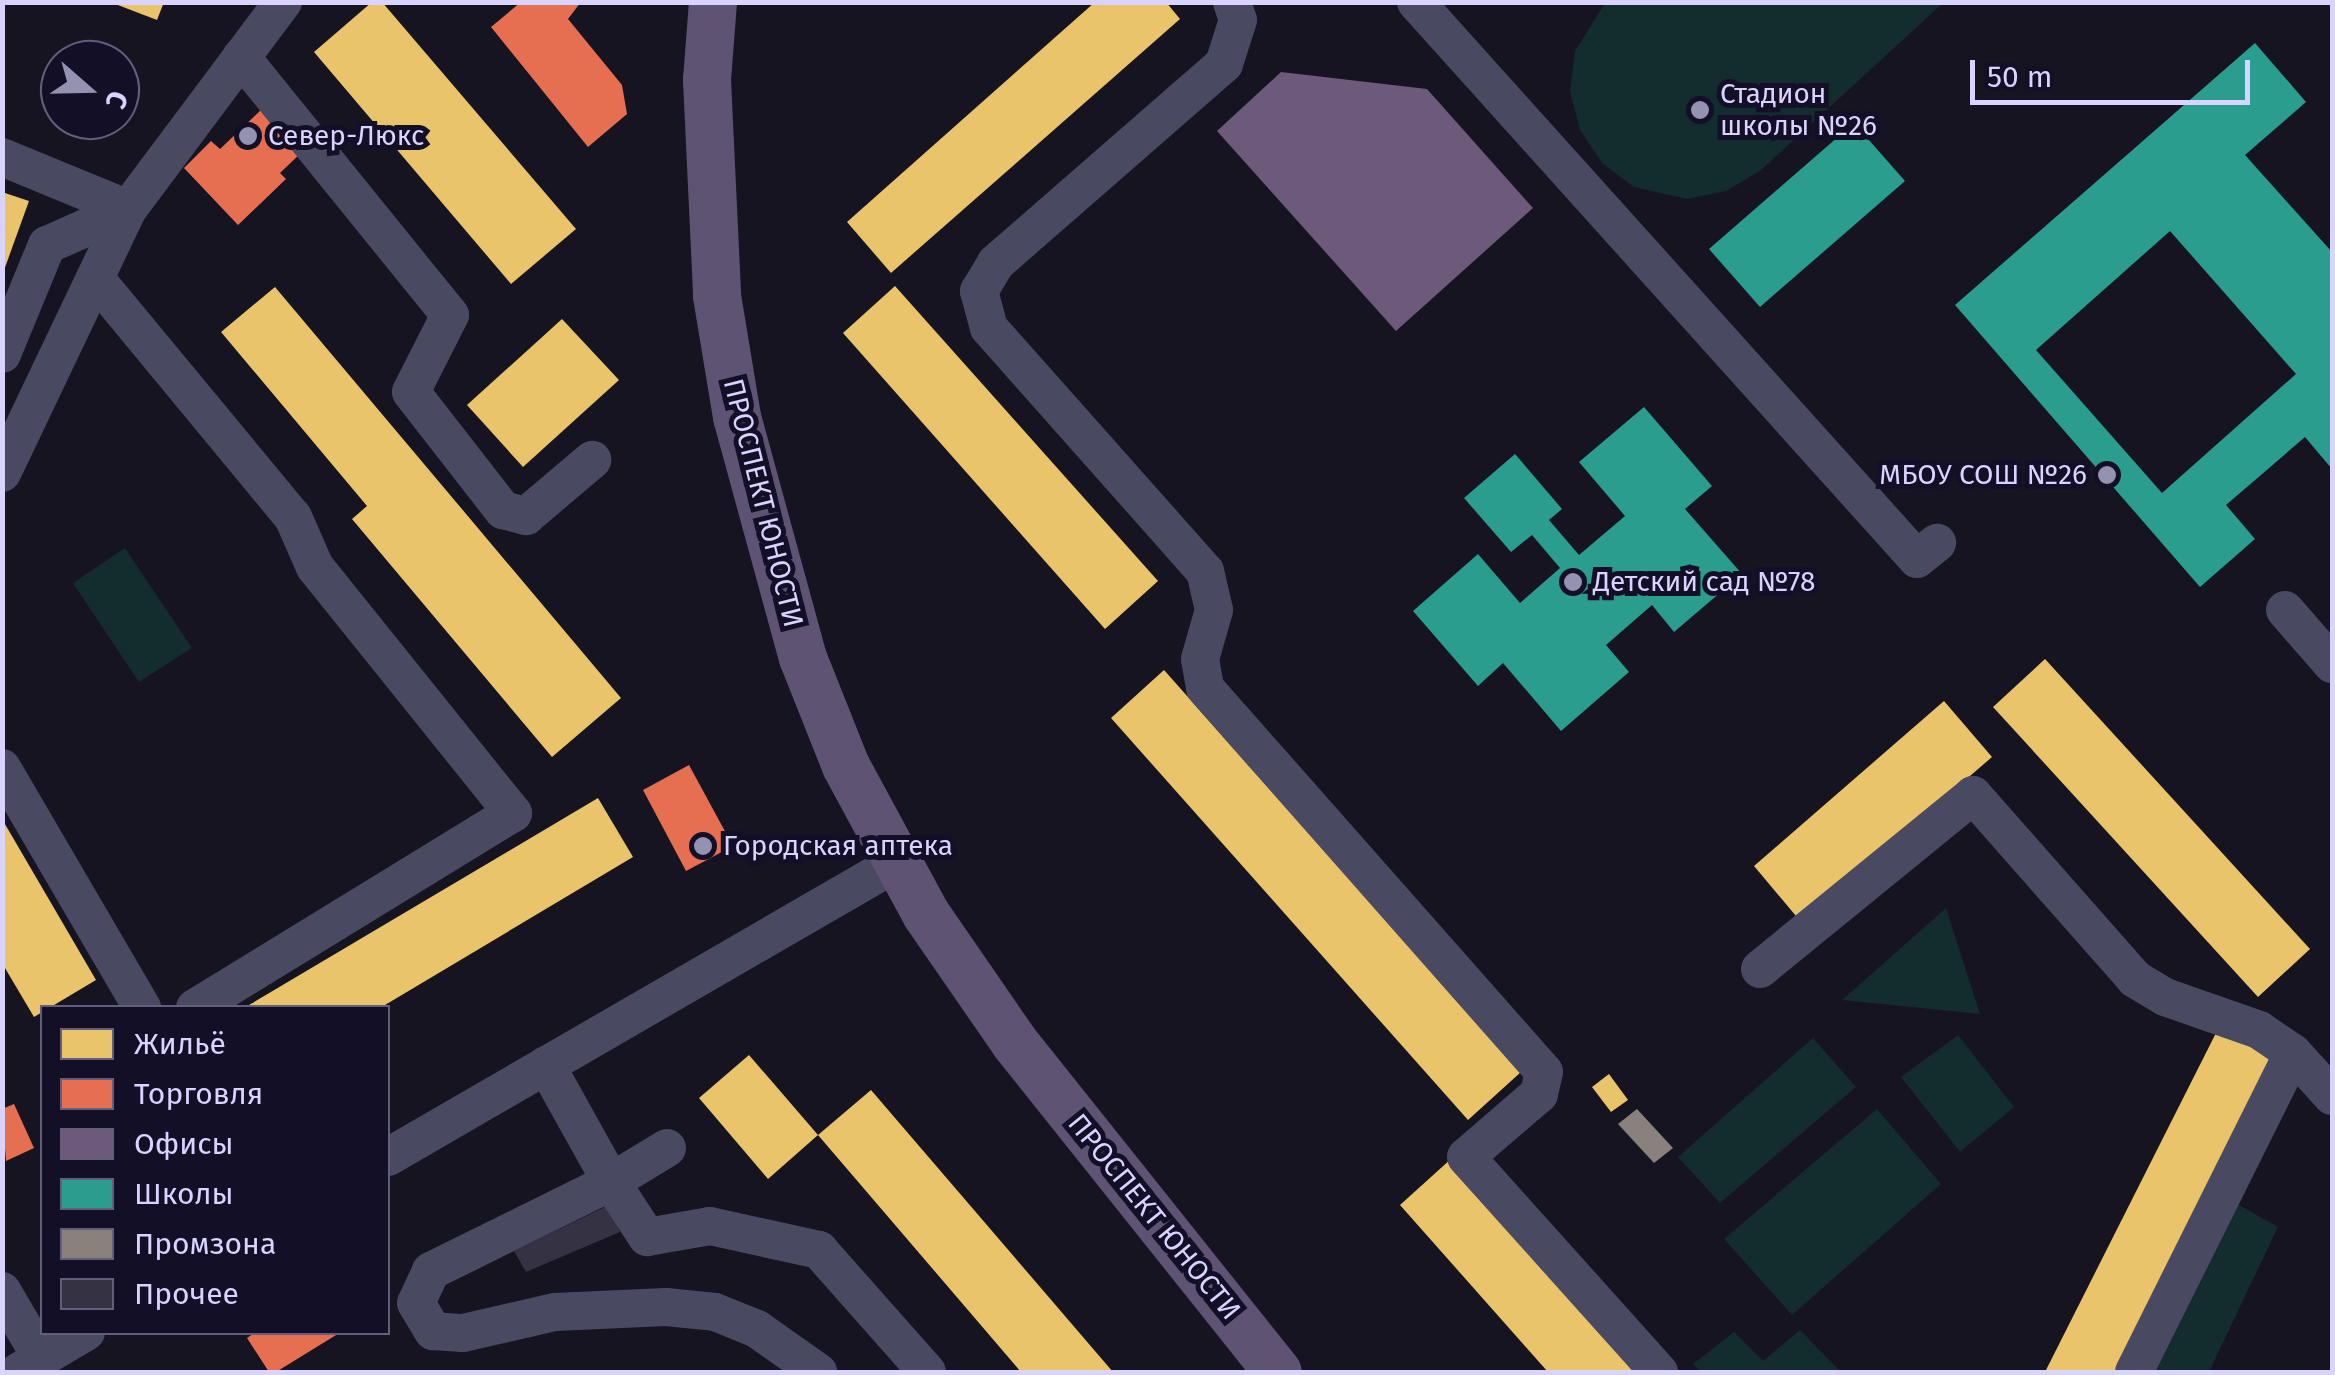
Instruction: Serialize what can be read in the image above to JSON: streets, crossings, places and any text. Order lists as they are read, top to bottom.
{
  "streets": {
    "main road": ["ПРОСПЕКТ ЮНОСТИ"]
  },
  "places": [
    "Стадион школы №26",
    "Север-Люкс",
    "МБОУ СОШ №26",
    "Детский сад №78",
    "Городская аптека"
  ],
  "legend": [
    "Жильё",
    "Торговля",
    "Офисы",
    "Школы",
    "Промзона",
    "Прочее"
  ],
  "scale_bar": "50 m",
  "north": "right"
}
★ ★ ★
_Exercise brief_: Copy out all of the material exactly as written, without its pictures.

_Result of the task_:
Instruction: Serialize what can be read in the image above to JSON: streets, crossings, places and any text. Order lists as they are read, top to bottom.
{
  "streets": {
    "main road": ["ПРОСПЕКТ ЮНОСТИ"]
  },
  "places": [
    "Стадион школы №26",
    "Север-Люкс",
    "МБОУ СОШ №26",
    "Детский сад №78",
    "Городская аптека"
  ],
  "legend": [
    "Жильё",
    "Торговля",
    "Офисы",
    "Школы",
    "Промзона",
    "Прочее"
  ],
  "scale_bar": "50 m",
  "north": "right"
}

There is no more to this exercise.